**INSTRUCTIONS TO FOLLOW**
Write the entries out again. Every character must match.

(Records from a collection)
--------------------------------------------------
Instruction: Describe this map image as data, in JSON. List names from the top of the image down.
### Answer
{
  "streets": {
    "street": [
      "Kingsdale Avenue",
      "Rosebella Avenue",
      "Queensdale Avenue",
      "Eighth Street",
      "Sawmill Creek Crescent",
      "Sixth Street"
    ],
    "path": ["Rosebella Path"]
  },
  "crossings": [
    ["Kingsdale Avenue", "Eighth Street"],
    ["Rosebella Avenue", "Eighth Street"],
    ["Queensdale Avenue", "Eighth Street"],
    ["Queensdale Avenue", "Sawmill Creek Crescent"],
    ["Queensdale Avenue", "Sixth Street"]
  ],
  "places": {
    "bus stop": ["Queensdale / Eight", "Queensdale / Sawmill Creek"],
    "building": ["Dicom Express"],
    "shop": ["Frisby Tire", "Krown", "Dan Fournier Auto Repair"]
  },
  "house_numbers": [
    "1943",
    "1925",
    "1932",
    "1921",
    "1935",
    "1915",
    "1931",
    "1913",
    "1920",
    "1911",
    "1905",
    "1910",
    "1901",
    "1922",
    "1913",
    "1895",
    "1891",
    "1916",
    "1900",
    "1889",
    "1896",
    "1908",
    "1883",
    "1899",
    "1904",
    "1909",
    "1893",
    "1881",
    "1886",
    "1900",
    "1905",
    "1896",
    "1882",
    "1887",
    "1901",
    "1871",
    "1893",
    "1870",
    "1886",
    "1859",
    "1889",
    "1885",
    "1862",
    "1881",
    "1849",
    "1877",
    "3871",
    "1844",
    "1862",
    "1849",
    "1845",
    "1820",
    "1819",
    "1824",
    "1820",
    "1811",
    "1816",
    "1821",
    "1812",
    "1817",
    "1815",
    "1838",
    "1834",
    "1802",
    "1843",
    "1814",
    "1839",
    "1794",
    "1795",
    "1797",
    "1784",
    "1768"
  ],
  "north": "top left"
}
--------------------------------------------------
**TASK SOLUTION**
Instruction: Describe this map image as data, in JSON. List names from the top of the image down.
### Answer
{
  "streets": {
    "street": [
      "Kingsdale Avenue",
      "Rosebella Avenue",
      "Queensdale Avenue",
      "Eighth Street",
      "Sawmill Creek Crescent",
      "Sixth Street"
    ],
    "path": ["Rosebella Path"]
  },
  "crossings": [
    ["Kingsdale Avenue", "Eighth Street"],
    ["Rosebella Avenue", "Eighth Street"],
    ["Queensdale Avenue", "Eighth Street"],
    ["Queensdale Avenue", "Sawmill Creek Crescent"],
    ["Queensdale Avenue", "Sixth Street"]
  ],
  "places": {
    "bus stop": ["Queensdale / Eight", "Queensdale / Sawmill Creek"],
    "building": ["Dicom Express"],
    "shop": ["Frisby Tire", "Krown", "Dan Fournier Auto Repair"]
  },
  "house_numbers": [
    "1943",
    "1925",
    "1932",
    "1921",
    "1935",
    "1915",
    "1931",
    "1913",
    "1920",
    "1911",
    "1905",
    "1910",
    "1901",
    "1922",
    "1913",
    "1895",
    "1891",
    "1916",
    "1900",
    "1889",
    "1896",
    "1908",
    "1883",
    "1899",
    "1904",
    "1909",
    "1893",
    "1881",
    "1886",
    "1900",
    "1905",
    "1896",
    "1882",
    "1887",
    "1901",
    "1871",
    "1893",
    "1870",
    "1886",
    "1859",
    "1889",
    "1885",
    "1862",
    "1881",
    "1849",
    "1877",
    "3871",
    "1844",
    "1862",
    "1849",
    "1845",
    "1820",
    "1819",
    "1824",
    "1820",
    "1811",
    "1816",
    "1821",
    "1812",
    "1817",
    "1815",
    "1838",
    "1834",
    "1802",
    "1843",
    "1814",
    "1839",
    "1794",
    "1795",
    "1797",
    "1784",
    "1768"
  ],
  "north": "top left"
}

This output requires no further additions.